Resisting Borders and Technologies of Violence
Resisting Borders in an Age of Global Apartheid
The border regimes of imperialist states have brutally oppressed migrants throughout the world. To enforce their borders, these states have constructed a new digital fortress with far-reaching and ever-evolving new technologies. This pathbreaking volume exposes these insidious means of surveillance, control, and violence.
In the name of 'smart' borders, the U.S. and Europe have turned to private companies to develop a neocolonial laboratory now deployed against the Global South, borderlands, and routes of migration. They have established immigrant databases, digital IDs, electronic tracking systems, facial recognition software, data fusion centres, and more, all to more 'efficiently' categorise and control human beings and their movement.
These technologies rarely capture widespread public attention or outrage, but they are quietly remaking our world, scaling up colonial efforts of times past to divide desirables from undesirables, rich from poor, expat from migrant, and citizen from undocumented. The essays and case studies in Resisting Borders and Technologies of Violence shed light on this threat, offering analyses of how the high-tech system of borders developed and inspiring stories of resistance to it.
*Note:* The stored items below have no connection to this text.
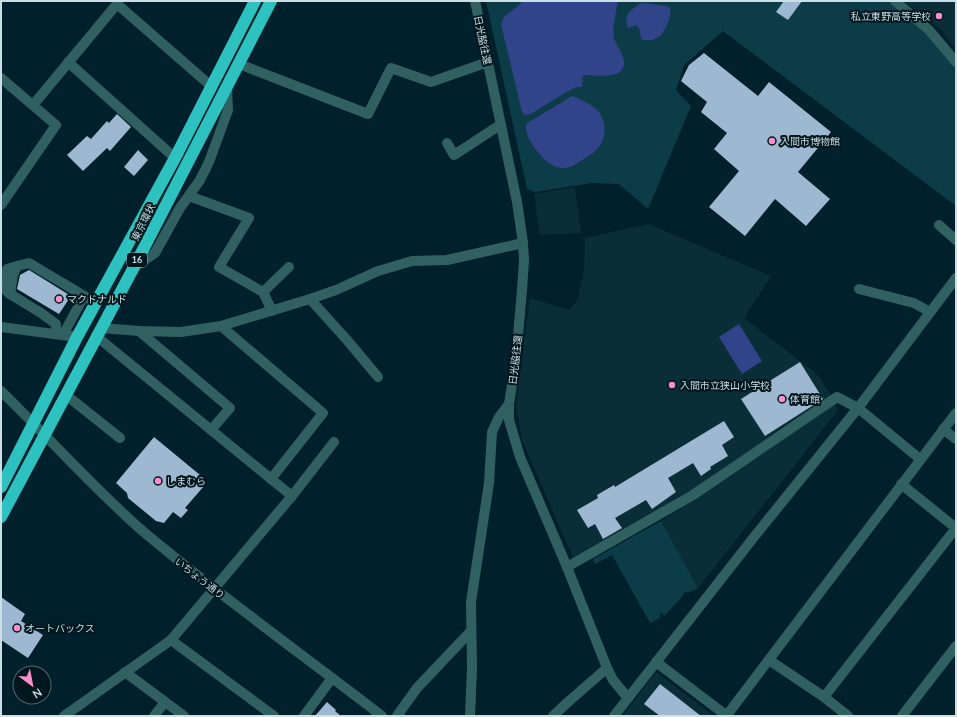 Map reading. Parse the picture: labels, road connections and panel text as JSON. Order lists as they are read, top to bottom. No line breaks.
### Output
{"streets":{"highway":["東京環状","16"],"street":["日光脇往還","いちょう通り"]},"crossings":[["東京環状","いちょう通り"]],"places":["私立東野高等学校","入間市博物館","マクドナルド","入間市立狭山小学校","体育館","しまむら","オートバックス"],"north":"bottom right"} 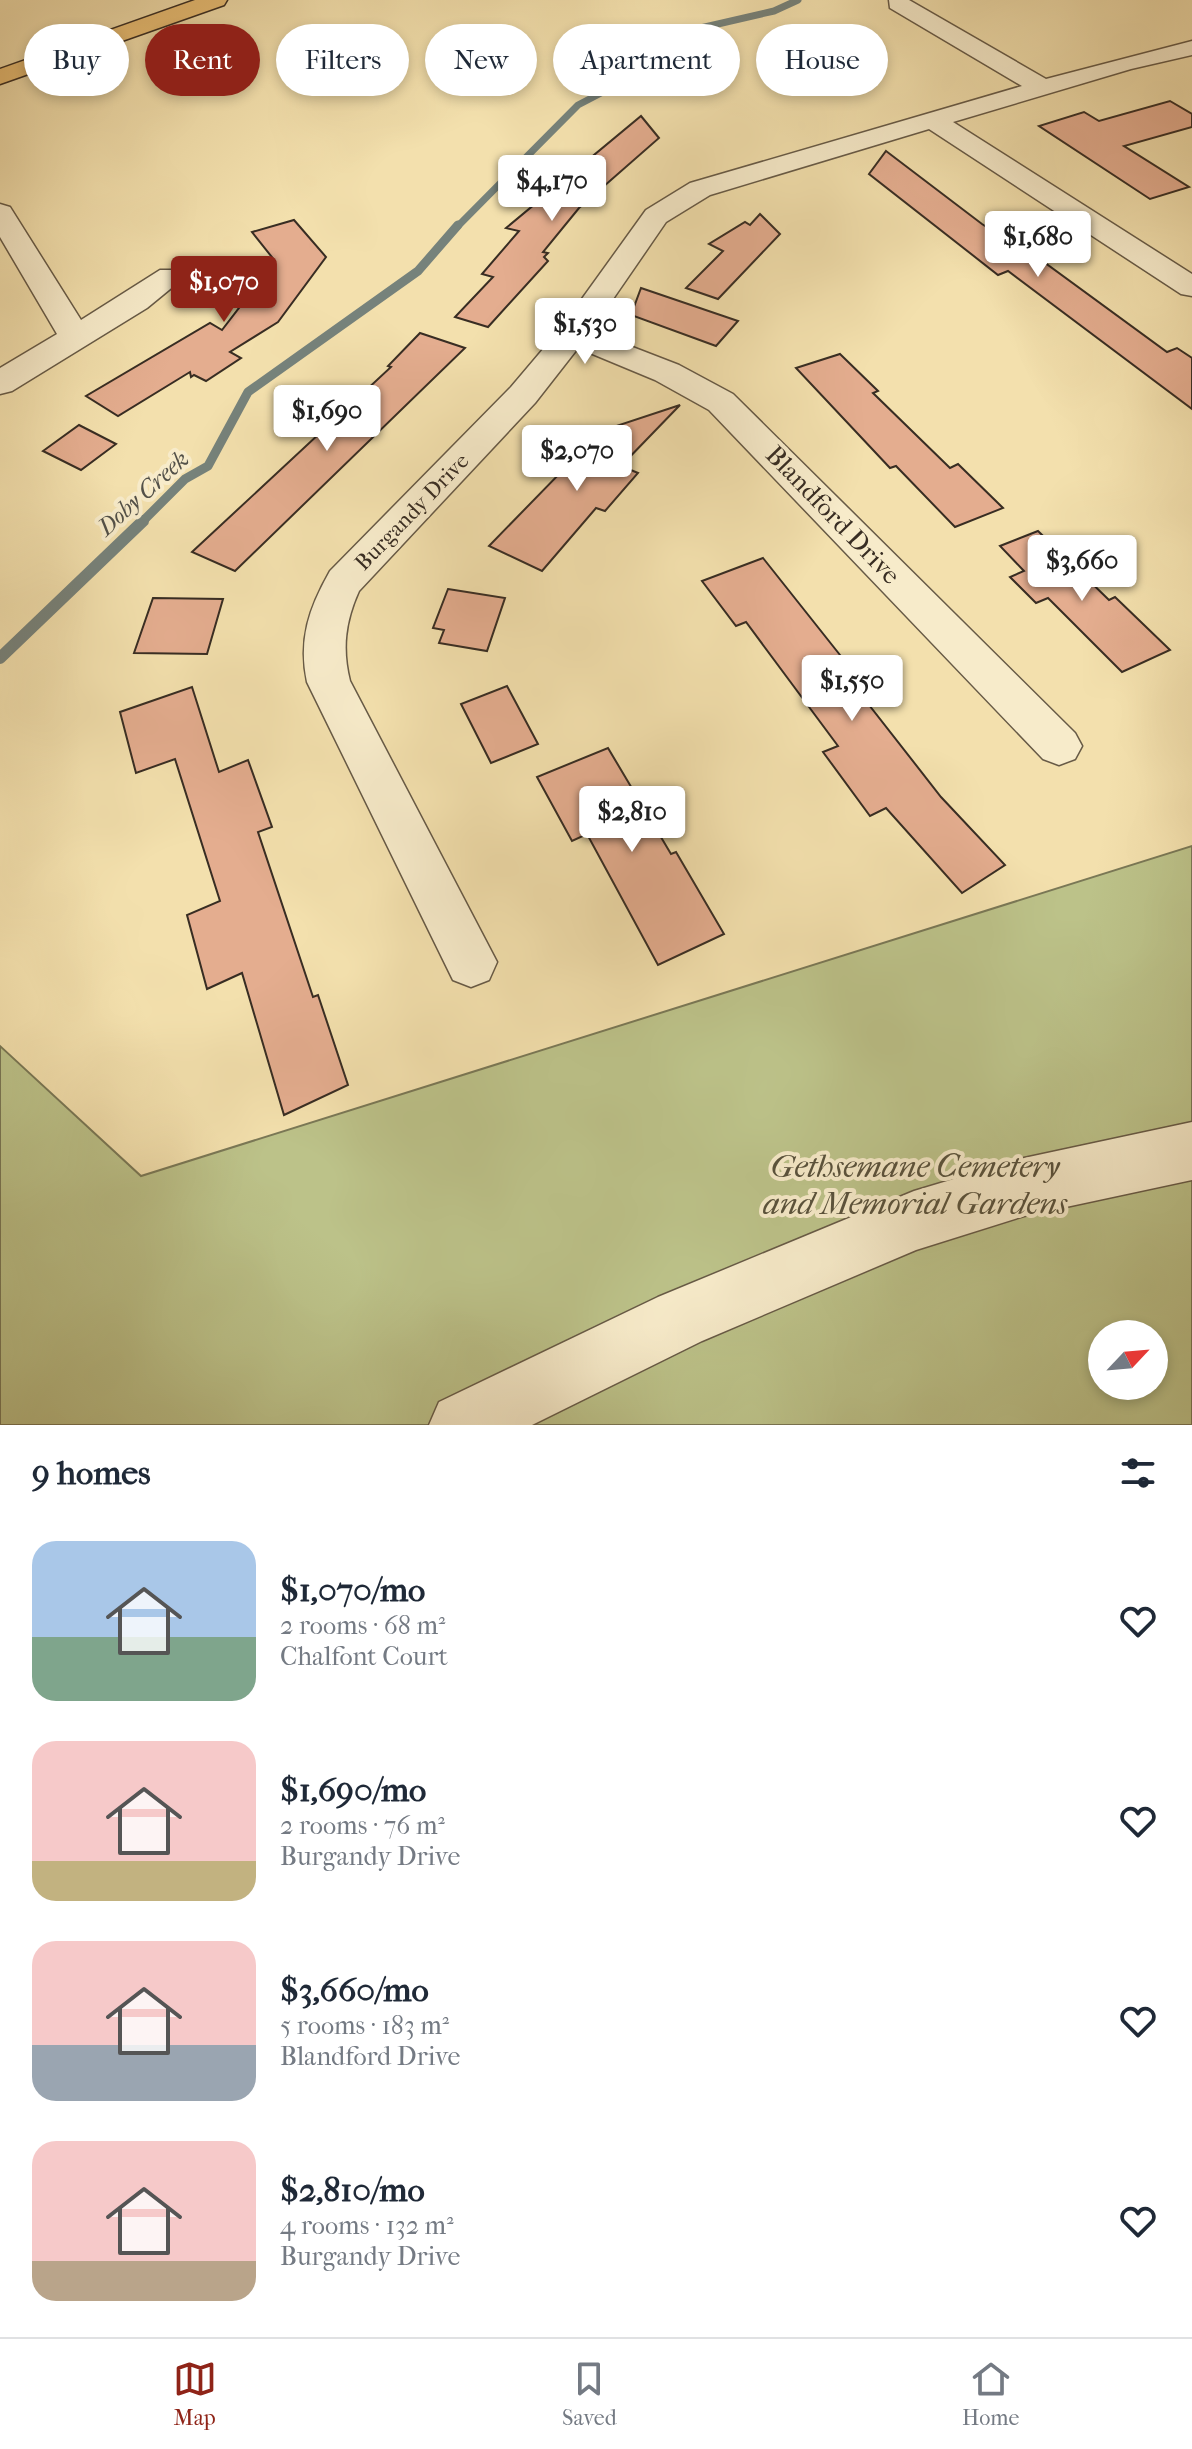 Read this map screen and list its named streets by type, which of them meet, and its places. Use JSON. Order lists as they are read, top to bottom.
{
  "streets": {
    "street": ["Burgandy Drive", "Blandford Drive"]
  },
  "crossings": [
    ["Burgandy Drive", "Blandford Drive"]
  ],
  "water": ["Doby Creek"],
  "parks": ["Gethsemane Cemetery and Memorial Gardens"],
  "north": "top right",
  "page": {
    "chip": [
      "Buy",
      "Rent",
      "Filters",
      "New",
      "Apartment",
      "House"
    ],
    "price": [
      "$4,170",
      "$1,680",
      "$1,070",
      "$1,530",
      "$1,690",
      "$2,070",
      "$3,660",
      "$1,550",
      "$2,810"
    ],
    "heading": "9 homes",
    "list": [
      {
        "name": "$1,070/mo",
        "note": "2 rooms · 68 m² · Chalfont Court"
      },
      {
        "name": "$1,690/mo",
        "note": "2 rooms · 76 m² · Burgandy Drive"
      },
      {
        "name": "$3,660/mo",
        "note": "5 rooms · 183 m² · Blandford Drive"
      },
      {
        "name": "$2,810/mo",
        "note": "4 rooms · 132 m² · Burgandy Drive"
      }
    ],
    "tabs": ["Map", "Saved", "Home"]
  }
}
The organisers, journalists, and scholars in these pages are charting a new path forward, employing creative tools to subvert the status quo, organise globally against high-tech border imperialism, and help us imagine a world without borders.
Mizue Aizeki is Executive Director and founder of the Surveillance Resistance Lab. Aizeki’s photographic work appears in Dying to Live: A Story of U.S. Immigration in an Age of Global Apartheid and Policing the Planet.
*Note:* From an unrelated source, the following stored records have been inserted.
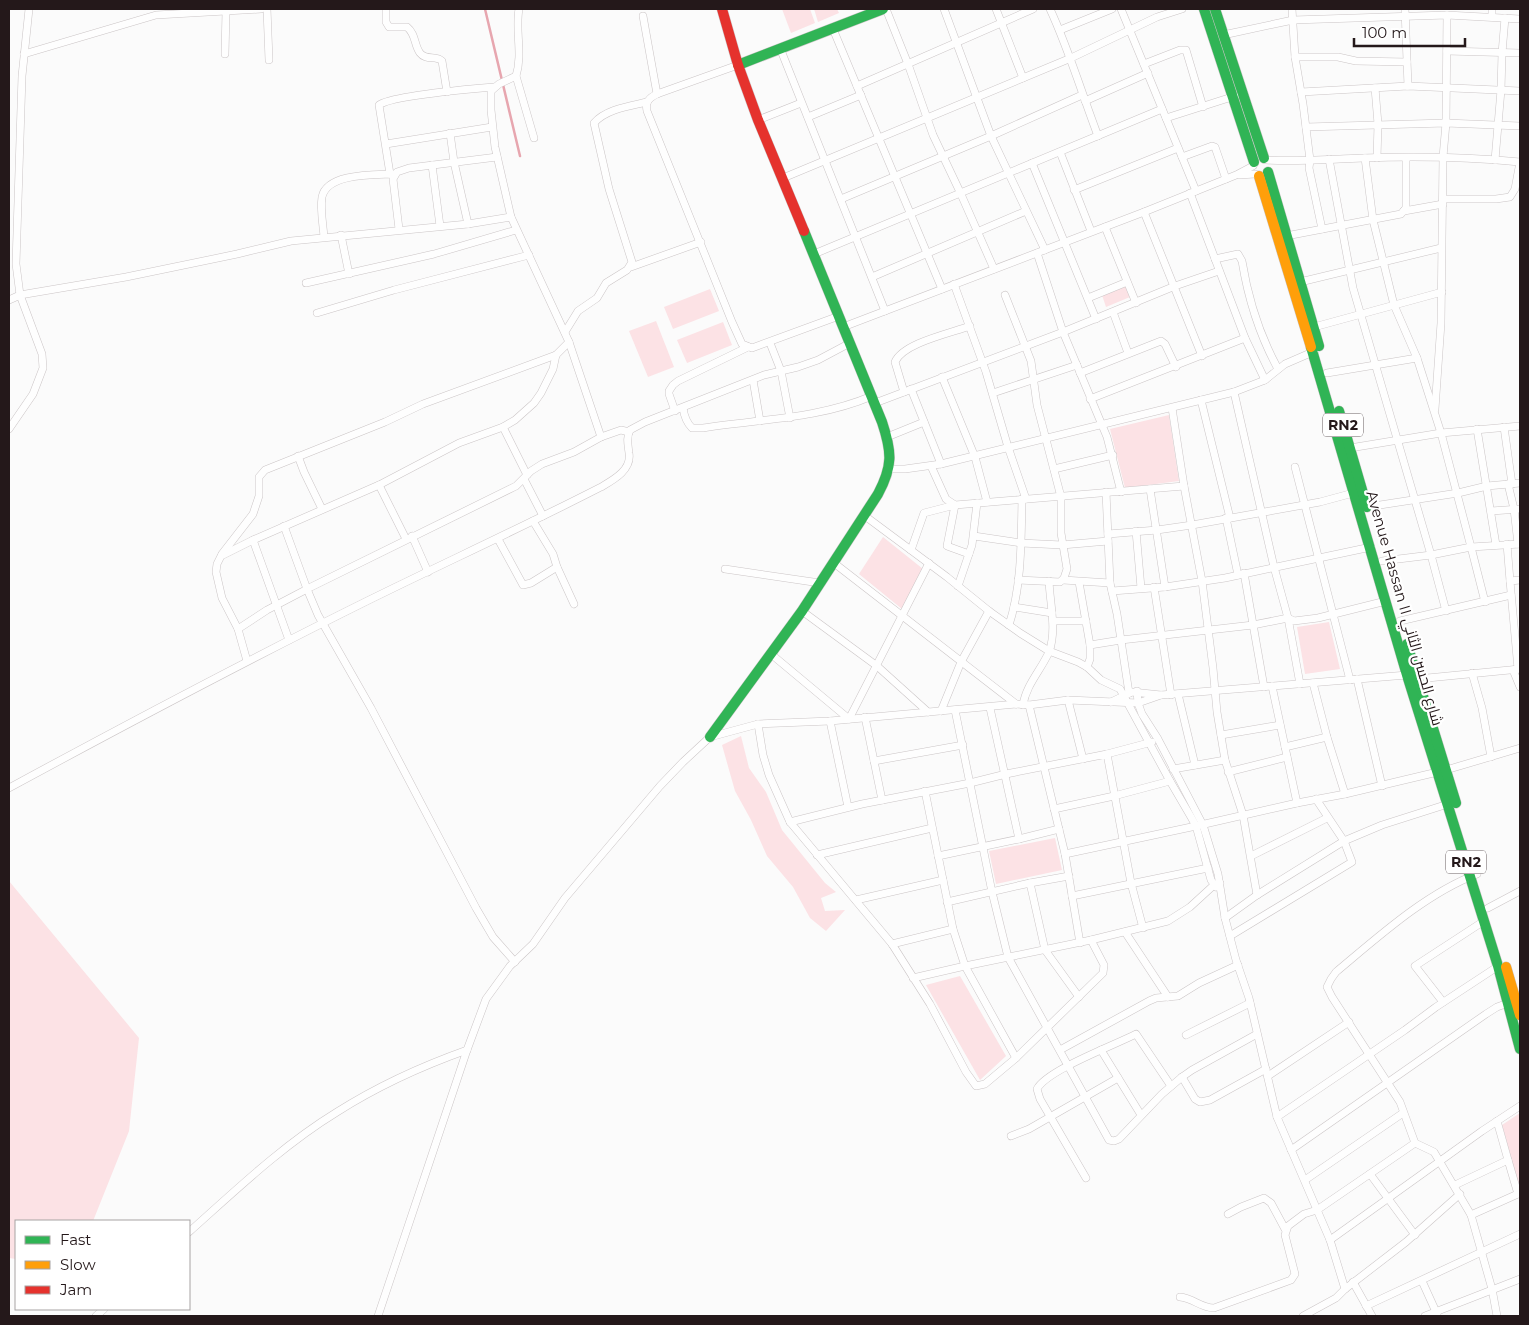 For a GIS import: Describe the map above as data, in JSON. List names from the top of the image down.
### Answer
{
  "streets": {
    "main road": ["RN2", "Avenue Hassan II شارع الحسن الثاني"]
  },
  "legend": ["Fast", "Slow", "Jam"],
  "scale_bar": "100 m"
}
Matt Mahmoudi is Researcher/Adviser on Artificial Intelligence & Human Rights at Amnesty Tech, where he has spent the last two years leading the effort to ban facial recognition technologies. He is an Affiliated Lecturer at the University of Cambridge. Mahmoudi is co-author of the book Digital Witness, published by Oxford University Press.
Coline Schupfer is a consultant working with the International Institute for Environment and Development and Open Society Foundations on community-based public interest litigation. She has written for publications including the International Justice Monitor, Border Criminologies, Opinio Juris, and the Asia Pacific Journal on Human Rights and the Law.
Ruha Benjamin is an internationally recognised writer, speaker, and professor of African American Studies at Princeton University, where she is the founding director of the Ida B. Wells Just Data Lab. She is the award-winning author of Race After Technology: Abolitionist Tools for the New Jim Code and editor of Captivating Technology, among many other publications. Her work has been featured widely in the media, including the New York Times, the Washington Post, CNN, The Root, and The Guardian.